Does your child catch infections frequently, snore, or hear badly? This may be caused by the tonsils. Do you need to remove them? Many parents are afraid of this procedure because of a number of myths that have grown around it. This’s why we check if there’s cause for concern.
There are two tonsils in the pharynx and there is the so-called third tonsil in the rhinopharynx. ‘These are clusters of lymphatic tissue composed of cells engaged in the destruction of microorganisms that cause infections. Due to their location, they constitute a barrier that protects the body from pathogenic factors entering the organism together with inhaled air or through the digestive system,’ explains Agnieszka Strzembosz, MD, PhD, a laryngologist from the Medicover Hospital. The pharyngeal tonsil (called the third tonsil) is located on the posterior wall of the rhinopharynx, behind the soft palate and the uvula – it cannot be seen without specialist medical equipment. However, we can see the palatine tonsils with the naked eye, located symmetrically on both sides of the passage from the oral cavity to the throat.
When the tonsils enlarge
During an infection the tonsils enlarge because they produce more antibodies in order to fight microorganisms attacking the organism. After recovery, they should return to their normal size; however, this does not always happen. Frequently recurring upper respiratory tract infections, allergies, asthma, or so-called oesophagopharyngeal reflux may lead to tonsil hypertrophy. If this happens, instead of serving as sentinels, they become hotbeds for bacteria. As a result, your child can become sick more often. Hypertrophied tonsils also disturb the patency of the nasal cavity, which means that the child may have a runny nose, breathe through their mouth, and talk ‘through the nose’ for many weeks or even months. This ailment also causes the child to sleep restlessly, snore, wake up coughing, or cough while sleeping and in the morning complain of headaches and tiredness. It can also hinder swallowing food, and result in speech disturbances and trouble hearing. ‘Hypertrophied tonsils can block a part of the auditory tube and the lack of ventilation can result in fluid concentration in the ear, which favours the development of otitis media. Therefore, if a child cannot catch what people are saying or they are constantly increasing the volume of the stories or cartoons they listen to, they should visit a doctor, as it may indicate hearing problems,’ adds Agnieszka Strzembosz, MD, PhD.

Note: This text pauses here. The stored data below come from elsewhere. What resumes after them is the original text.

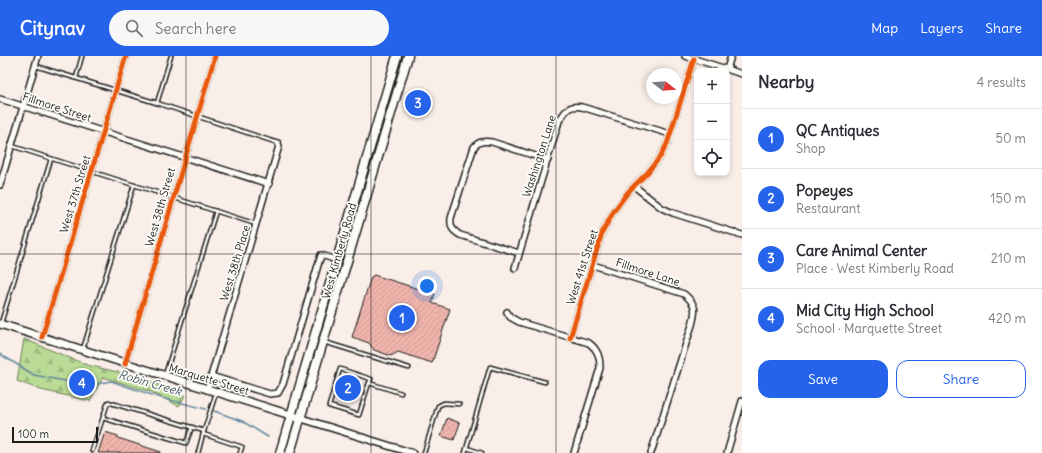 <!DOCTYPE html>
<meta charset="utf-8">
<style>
body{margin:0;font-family:Delius,sans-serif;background:#f7f7f7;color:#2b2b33}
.controls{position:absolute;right:12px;top:12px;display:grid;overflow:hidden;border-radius:8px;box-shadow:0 2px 6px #0003}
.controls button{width:36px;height:36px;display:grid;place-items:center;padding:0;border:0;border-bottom:1px solid #e1e1e2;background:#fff;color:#2b2b33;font:20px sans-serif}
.compass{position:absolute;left:646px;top:12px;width:36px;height:36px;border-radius:50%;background:#fff;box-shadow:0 2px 6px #0003;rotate:107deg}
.scale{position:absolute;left:12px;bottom:10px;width:86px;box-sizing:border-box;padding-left:4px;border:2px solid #1c1c1c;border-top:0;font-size:11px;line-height:14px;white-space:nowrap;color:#1c1c1c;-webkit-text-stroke:3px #fdfcf7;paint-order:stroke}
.you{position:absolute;left:427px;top:230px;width:14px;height:14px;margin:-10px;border:3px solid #fff;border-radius:50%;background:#1a73e8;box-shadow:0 0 0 6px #1a73e833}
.badge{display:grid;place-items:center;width:26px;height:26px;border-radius:50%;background:#2563eb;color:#fff;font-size:13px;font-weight:700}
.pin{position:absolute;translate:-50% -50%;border:2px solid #fff;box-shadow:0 1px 4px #0006}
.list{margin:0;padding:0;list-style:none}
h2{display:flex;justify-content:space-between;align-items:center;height:52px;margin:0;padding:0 16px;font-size:17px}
h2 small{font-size:13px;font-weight:400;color:#7c7c81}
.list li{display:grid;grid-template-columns:26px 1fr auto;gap:12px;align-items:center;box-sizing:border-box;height:60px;padding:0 16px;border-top:1px solid #e1e1e2}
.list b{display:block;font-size:15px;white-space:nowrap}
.list p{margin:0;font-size:13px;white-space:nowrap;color:#7c7c81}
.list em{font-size:13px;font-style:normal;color:#7c7c81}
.actions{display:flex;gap:8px;padding:12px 16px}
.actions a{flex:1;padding:9px 0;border:1px solid #2563eb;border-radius:12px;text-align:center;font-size:14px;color:#2563eb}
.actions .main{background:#2563eb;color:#fff}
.icon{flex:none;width:22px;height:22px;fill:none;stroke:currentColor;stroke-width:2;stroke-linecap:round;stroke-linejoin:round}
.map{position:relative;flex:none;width:742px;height:397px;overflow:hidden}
header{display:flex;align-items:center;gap:24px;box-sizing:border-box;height:56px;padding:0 20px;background:#2563eb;color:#fff}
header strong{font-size:19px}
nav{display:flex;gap:22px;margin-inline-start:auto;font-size:14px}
.search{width:280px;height:36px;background:#f7f7f7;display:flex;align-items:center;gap:10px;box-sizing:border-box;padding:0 14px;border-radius:22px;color:#7c7c81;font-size:15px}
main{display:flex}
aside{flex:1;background:#fff}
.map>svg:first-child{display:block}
</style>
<header>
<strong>Citynav</strong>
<div class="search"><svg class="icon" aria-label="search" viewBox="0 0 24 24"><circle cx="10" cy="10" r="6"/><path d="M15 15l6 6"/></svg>Search here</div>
<nav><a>Map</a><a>Layers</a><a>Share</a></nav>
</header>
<main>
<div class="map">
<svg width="742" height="397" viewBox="0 0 742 397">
<defs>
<pattern id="forest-firs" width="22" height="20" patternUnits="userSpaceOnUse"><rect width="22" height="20" fill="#b9db95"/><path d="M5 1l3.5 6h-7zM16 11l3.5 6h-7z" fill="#9ebb80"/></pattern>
<pattern id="building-hatch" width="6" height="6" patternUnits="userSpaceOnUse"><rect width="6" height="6" fill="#efb4ab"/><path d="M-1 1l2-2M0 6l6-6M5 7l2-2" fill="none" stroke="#cc9a93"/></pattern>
</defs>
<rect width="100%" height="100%" fill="#faeee8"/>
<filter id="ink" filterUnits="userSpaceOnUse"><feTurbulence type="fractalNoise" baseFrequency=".025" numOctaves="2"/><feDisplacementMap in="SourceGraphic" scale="8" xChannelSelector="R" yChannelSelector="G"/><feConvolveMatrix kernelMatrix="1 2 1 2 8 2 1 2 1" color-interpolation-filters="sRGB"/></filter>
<g filter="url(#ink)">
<polygon fill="url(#forest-firs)" stroke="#6a7c58" points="24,283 87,309 140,321 185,340 179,350 151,336 103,321 90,345 41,334 17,325"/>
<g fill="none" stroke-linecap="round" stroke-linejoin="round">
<g stroke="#63899e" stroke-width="1.5">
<polyline points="0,298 34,319 70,326 92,329 111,325 158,341 206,353"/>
<polyline points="214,355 242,365 268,381"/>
</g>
</g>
<g fill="url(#building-hatch)" stroke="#1c1c1c">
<polygon points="415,34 427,38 421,58 409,56"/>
<polygon points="374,219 435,238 432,247 450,253 432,307 398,296 391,300 374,294 369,287 352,281 371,221"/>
<polygon points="345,323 355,326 351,340 349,339 346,348 339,345"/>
<polygon points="447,362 460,367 454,384 441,380"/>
<polygon points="105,376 118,380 118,382 161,396 161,397 98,397"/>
</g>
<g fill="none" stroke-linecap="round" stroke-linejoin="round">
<g stroke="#1c1c1c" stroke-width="5.5">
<g id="service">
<polyline points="36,10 157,47 278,87"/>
<polyline points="76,22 82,0"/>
<polyline points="157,47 171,0"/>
<polyline points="12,90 256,168"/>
<polyline points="1,267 51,103"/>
<polyline points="324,286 409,312"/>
<polyline points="83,293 134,129"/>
<polyline points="165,319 216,155"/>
<polyline points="369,327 371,323 340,313 329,350 359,359 369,327 401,337"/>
<polyline points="216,337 203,378 242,391 240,397"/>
<polyline points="103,362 186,387 192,371"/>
<polyline points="467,392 482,397"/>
<polyline points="92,395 108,346 204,375"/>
<polyline points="198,397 203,378"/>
<polyline points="424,397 438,350 444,347 459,348"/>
<polyline points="465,397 490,311 545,326"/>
</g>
</g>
<g stroke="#1c1c1c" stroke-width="8">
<g id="minor">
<polyline points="685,0 742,18"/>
<polyline points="727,13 731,0"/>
<polyline points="0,43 269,128"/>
<polyline points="0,129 38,0"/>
<polyline points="634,130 662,152 673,157 742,179"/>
<path d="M519,197L460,179C452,174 450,171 451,162L474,91C479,85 484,85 492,86L548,104"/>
<path d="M593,209L684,238C697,249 696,254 692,269L651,397"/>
<path d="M515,212L559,65C566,54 568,49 582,51L670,78"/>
<path d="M507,256L510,261L519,266L589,287C598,294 600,301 600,312L574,397"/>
<polyline points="42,281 126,0"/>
<polyline points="570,282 602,177 614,155 628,136 648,116 660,101 667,88 694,3"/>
<polyline points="125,308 215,0"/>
<polyline points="211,320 270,338 278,337 283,328 321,199 337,204"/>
<polyline points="207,334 279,90 278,87"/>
<polyline points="727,397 742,345"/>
</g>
</g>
<g stroke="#1c1c1c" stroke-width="9">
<polyline id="tertiary" points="300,362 412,397"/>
</g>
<g stroke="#1c1c1c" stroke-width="10">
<polyline id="secondary" points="0,268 300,362"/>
</g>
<g stroke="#1c1c1c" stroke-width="11">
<g id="primary">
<polyline points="280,397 397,0"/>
<polyline points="290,397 408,0"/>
</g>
</g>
<use href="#service" stroke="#fdfcf7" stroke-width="2.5"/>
<use href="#minor" stroke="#fdfcf7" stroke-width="5"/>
<use href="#tertiary" stroke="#fdfcf7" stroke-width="6"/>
<use href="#secondary" stroke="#fdfcf7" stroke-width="7"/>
<use href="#primary" stroke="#fdfcf7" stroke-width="8"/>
<g stroke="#fdfcf7" stroke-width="8">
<g id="cycleway">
<polyline points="42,281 126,0"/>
<polyline points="570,282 602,177 614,155 628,136 648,116 660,101 667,88 694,3"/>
<polyline points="125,308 215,0"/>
</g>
</g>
<use href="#cycleway" stroke="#e8590c" stroke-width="5"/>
</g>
</g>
<path fill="none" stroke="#1c1c1c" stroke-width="1" stroke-opacity="0.55" d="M186,0V397M371,0V397M556,0V397M0,198H742"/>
<g text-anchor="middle" stroke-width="3.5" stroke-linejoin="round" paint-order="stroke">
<g font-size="11" fill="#1c1c1c" stroke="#fdfcf7">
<text transform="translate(57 51) rotate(18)" y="4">Fillmore Street</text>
<text transform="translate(539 100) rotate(-72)" y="4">Washington Lane</text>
<text transform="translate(75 138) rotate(-73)" y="4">West 37th Street</text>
<text transform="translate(160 151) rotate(-74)" y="4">West 38th Street</text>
<text transform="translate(339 195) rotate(-74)" y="4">West Kimberly Road</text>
<text transform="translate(235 207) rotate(-73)" y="4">West 38th Place</text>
<text transform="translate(582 211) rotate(-72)" y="4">West 41st Street</text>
<text transform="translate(648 216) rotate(18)" y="4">Fillmore Lane</text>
<text transform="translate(209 323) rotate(17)" y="4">Marquette Street</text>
</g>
<g font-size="12" font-style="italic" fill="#465b68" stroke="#fdfcf7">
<text transform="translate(150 327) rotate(16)" y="4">Robin Creek</text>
</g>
</g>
</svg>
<div class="controls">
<button>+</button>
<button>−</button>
<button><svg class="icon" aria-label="locate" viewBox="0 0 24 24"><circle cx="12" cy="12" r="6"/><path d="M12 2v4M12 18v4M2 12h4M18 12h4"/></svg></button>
</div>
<svg class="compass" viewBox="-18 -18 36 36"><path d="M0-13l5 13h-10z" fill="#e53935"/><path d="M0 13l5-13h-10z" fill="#7c7c81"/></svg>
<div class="scale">100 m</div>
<div class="you"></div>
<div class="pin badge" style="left:402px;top:262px">1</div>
<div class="pin badge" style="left:348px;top:332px">2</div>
<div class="pin badge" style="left:418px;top:47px">3</div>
<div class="pin badge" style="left:82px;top:327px">4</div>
</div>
<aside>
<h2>Nearby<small>4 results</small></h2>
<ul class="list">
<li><span class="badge">1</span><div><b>QC Antiques</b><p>Shop</p></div><em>50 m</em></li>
<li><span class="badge">2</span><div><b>Popeyes</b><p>Restaurant</p></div><em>150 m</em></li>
<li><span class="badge">3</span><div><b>Care Animal Center</b><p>Place · West Kimberly Road</p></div><em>210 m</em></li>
<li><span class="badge">4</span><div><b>Mid City High School</b><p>School · Marquette Street</p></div><em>420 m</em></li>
</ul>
<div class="actions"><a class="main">Save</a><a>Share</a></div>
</aside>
</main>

Should we remove them or not?
If we suspect that our child’s tonsils are enlarged, we should visit an otolaryngologist so the doctor can look at them. A fiberscope is currently used to do this. It’s a soft, thin cable with a small camera on the end that is several millimetres across that can be inserted into the nose. If the little patient cooperates with the doctor, this examination can be performed in a laryngological surgery even on a three-year-old. Otherwise, a fiberscope assessment can be done in an operating room under short general anaesthesia.
Based on the results of the examination and the analysis of the course of the disease, a specialist makes a decision concerning treatment. If the child’s condition hasn’t improved after preservative treatment and if the enlarged tonsils are hindering the child’s normal functions, an operation is necessary: either adenoidectomy (adenoid removal) or tonsillectomy (reduction of the size of the tonsils). The procedure lasts for approximately 30 minutes and the patient can often be discharged on the same day. ‘Usually on the first day it is recommended that the child be given painkillers and in specified cases antibiotic therapy is proscribed,’ says Agnieszka Strzembosz, MD, PhD. ‘Parents should also see to it that for several subsequent days the child stays at home, avoids physical exercise and hot and spicy food, and drinks a lot,’ she adds.

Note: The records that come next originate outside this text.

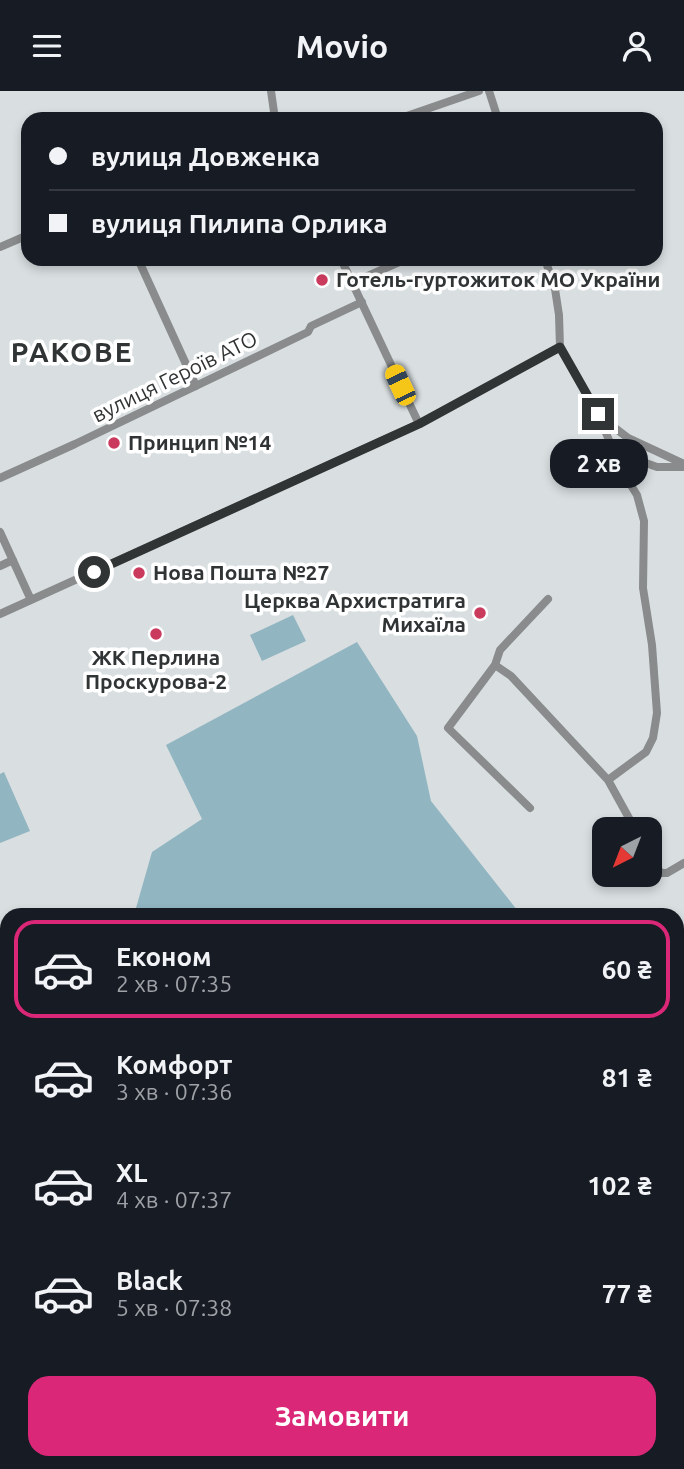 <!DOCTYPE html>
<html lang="uk">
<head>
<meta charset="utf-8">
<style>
	:root { --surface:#171b24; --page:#242831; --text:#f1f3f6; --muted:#9ea1a6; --line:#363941; --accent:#db2777 }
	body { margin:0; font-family:Ubuntu,sans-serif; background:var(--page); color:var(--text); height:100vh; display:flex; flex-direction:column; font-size:26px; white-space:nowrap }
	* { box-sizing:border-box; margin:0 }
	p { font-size:23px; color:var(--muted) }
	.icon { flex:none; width:38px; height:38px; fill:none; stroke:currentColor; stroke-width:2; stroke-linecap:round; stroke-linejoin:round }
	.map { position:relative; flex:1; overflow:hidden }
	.panel { position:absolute; left:0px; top:817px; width:684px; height:562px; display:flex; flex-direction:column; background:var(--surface); border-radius:21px 21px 0 0; box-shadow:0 4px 10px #0003 }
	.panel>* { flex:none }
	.hud { position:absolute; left:21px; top:21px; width:642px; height:154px; border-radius:21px; box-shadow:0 4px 10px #0003; display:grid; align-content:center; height:154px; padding:0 28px; background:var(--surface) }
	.needle { width:46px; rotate:222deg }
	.controls { position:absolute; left:592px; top:726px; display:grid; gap:14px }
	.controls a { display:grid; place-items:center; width:70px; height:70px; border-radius:14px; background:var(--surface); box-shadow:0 4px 10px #0003; font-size:35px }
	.end { position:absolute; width:32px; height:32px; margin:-16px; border:9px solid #313434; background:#fff; box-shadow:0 0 0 4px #fff }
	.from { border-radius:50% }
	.bubble { position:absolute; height:49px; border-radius:21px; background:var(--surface); box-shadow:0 4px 10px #0003; font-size:23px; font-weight:700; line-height:49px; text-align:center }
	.car { position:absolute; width:21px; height:42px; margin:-21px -10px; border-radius:9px; box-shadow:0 0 5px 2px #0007; background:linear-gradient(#f5c518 24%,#345 0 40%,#f5c518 0 76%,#345 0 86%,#f5c518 0) }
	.hud b { display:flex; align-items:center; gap:24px; height:66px; font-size:26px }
	.hud b+b { border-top:2px solid var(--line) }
	.hud i { width:18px; height:18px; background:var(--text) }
	ul { padding:12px 0 0; list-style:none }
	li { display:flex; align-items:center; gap:21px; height:98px; margin:0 14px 10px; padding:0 14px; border:4px solid transparent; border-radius:21px }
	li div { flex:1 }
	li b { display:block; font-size:26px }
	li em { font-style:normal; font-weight:700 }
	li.active { border-color:var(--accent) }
	li>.icon { width:63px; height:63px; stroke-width:1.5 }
	.cta { display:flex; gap:14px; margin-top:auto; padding:14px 28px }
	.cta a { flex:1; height:80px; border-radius:21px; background:var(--accent); color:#fff; font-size:28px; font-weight:700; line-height:80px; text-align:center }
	header { display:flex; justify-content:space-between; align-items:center; height:91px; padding:0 28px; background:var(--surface); font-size:32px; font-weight:700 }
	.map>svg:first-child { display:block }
	.green { fill:#91b5c1 }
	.forest { fill:#77a4b3 }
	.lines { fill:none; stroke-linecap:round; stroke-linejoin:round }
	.river { stroke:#5f8b9a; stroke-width:10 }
	.minor { stroke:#898b8c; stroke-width:8 }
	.route { stroke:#313434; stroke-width:9 }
	.poi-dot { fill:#c93a5d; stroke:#fff; stroke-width:2.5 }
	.labels { text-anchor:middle; stroke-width:7; stroke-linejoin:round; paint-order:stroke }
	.poi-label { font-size:21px; font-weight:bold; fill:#313434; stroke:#fff; text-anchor:start }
	.street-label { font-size:21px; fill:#313434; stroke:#fff }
	.district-label { font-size:28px; font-weight:bold; letter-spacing:2px; fill:#313434; stroke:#fff }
</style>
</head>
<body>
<header><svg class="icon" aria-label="menu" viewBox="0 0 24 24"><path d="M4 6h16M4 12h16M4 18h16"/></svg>Movio<svg class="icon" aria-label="person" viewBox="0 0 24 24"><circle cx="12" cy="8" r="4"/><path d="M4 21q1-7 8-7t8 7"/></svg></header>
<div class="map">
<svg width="684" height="1378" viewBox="0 0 684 1378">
	<rect width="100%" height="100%" fill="#d9dfe1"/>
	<path class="green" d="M 293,524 L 306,550 L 262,570 L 250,544 Z
		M 357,551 L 417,645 L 431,710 L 521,824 L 134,824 L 152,761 L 202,728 L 166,654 Z
		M 4,681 L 30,740 L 0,752 L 0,683 Z
		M 677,912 L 684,913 L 684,1240 L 677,1236 Z"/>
	<path class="forest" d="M 0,1082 L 7,1090 L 7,1177 L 0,1184 Z
		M 677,1108 L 684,1111 L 684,1224 L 677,1221 Z"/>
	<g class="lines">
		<path class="river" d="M 677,1101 L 684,1104"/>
		<path class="minor" d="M 271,0 L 275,28
			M 489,0 L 498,28
			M 398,28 L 479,0
			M 0,156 L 28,144
			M 138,168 L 196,295
			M 341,168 L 419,333
			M 545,168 L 555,198 L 559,224 L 560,256 L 598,323 L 622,380 L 637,404 L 644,430 L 643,497 L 652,554 L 657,622 L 653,647 L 646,661 L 608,689 L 635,738
			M 352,192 L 406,168
			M 602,327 L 628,347 L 684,373
			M 615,361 L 657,376 L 684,376
			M 0,387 L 75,353 L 308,241 L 311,235 L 362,211
			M 0,441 L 31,509
			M 0,475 L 13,469
			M 0,523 L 419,333 L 560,256
			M 495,574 L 511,585 L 608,689
			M 530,717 L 448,637 L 495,574 L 500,559 L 548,508
			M 649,765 L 661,782 L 667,782 L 684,772
			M 0,1078 L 7,1086
			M 0,1205 L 7,1214
			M 677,1268 L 684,1266
			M 0,1316 L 7,1314
			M 677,1340 L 684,1345
			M 5,1349 L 7,1353
			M 16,1372 L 19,1378
			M 124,1372 L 128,1378
			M 397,1372 L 406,1378
			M 565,1372 L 574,1378
			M 420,1378 L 424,1372
			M 651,1378 L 655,1372"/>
	</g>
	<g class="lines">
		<path class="route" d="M 94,481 L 419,333 L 560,256 L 598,323"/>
	</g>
	<g class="poi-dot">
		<circle cx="322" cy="189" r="7"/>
		<circle cx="114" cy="352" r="7"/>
		<circle cx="139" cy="482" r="7"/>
		<circle cx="480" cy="522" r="7"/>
		<circle cx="156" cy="543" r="7"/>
	</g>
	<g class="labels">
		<g class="poi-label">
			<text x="336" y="196">Готель-гуртожиток МО України</text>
			<text x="128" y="359">Принцип №14</text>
			<text x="153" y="489">Нова Пошта №27</text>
			<text x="466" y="517" text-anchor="end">Церква Архистратига<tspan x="466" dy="24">Михаїла</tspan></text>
			<text x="156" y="574" text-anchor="middle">ЖК Перлина<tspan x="156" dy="24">Проскурова-2</tspan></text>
		</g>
		<g class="street-label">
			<text transform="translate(175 286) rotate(-26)" y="7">вулиця Героїв АТО</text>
		</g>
		<g class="district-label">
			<text x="72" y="271">РАКОВЕ</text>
		</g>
	</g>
</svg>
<div class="controls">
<a><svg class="needle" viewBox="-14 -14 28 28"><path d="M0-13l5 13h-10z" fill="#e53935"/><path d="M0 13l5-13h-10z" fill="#9ea1a6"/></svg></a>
</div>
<i class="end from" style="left:94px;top:481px"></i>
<i class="end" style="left:598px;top:323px"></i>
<div class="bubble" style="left:550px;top:348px;width:98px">2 хв</div>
<i class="car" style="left:400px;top:294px;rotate:335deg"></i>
<div class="hud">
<b><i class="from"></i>вулиця Довженка</b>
<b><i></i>вулиця Пилипа Орлика</b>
</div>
<section class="panel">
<ul>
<li class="active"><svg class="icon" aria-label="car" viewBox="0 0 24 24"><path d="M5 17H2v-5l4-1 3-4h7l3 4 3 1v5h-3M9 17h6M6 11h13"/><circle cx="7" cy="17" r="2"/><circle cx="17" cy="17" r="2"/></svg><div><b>Економ</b><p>2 хв · 07:35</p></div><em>60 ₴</em></li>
<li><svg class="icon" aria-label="car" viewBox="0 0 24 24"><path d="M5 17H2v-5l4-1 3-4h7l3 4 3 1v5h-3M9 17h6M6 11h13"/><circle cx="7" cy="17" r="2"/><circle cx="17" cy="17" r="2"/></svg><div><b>Комфорт</b><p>3 хв · 07:36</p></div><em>81 ₴</em></li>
<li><svg class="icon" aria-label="car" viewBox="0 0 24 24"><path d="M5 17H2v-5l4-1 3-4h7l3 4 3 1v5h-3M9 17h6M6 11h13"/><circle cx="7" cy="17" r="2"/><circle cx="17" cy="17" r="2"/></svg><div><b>XL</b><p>4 хв · 07:37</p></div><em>102 ₴</em></li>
<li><svg class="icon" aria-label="car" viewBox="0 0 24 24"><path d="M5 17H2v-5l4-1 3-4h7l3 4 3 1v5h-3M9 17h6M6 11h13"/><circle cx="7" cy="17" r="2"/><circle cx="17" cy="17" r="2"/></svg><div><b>Black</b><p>5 хв · 07:38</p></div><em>77 ₴</em></li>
</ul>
<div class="cta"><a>Замовити</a></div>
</section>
</div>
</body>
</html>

There are numerous myths concerning tonsil procedures, so it’s no wonder a large number of parents are afraid of surgical intervention. One such myth is that tonsils regrow and that removing them compromises your immunity. However, most of the time there is nothing to be afraid of and these statements are groundless if the procedure is preceded by a thorough analysis and assessment of the child’s health condition, as well as examinations. The risk of adenoid tissue regrowth or of the occurrence of temporary immunodeficiency after the operation can be determined on the basis of this assessment. ‘Adenoidectomy does not lead to immunodeficiency; however, in the case of tonsillectomy, susceptibility to infection can last for up to six months in some children. Therefore, after it is performed, parents should make sure that the child’s diet is appropriate and avoid large communities of children when there are upper respiratory tract infections going around, in particular in early spring or late autumn. It is also advisable to plan so-called climatic therapy, which means summer holidays at the seaside or winter holidays in the mountains,’ sums up Agnieszka Strzembosz, MD, PhD.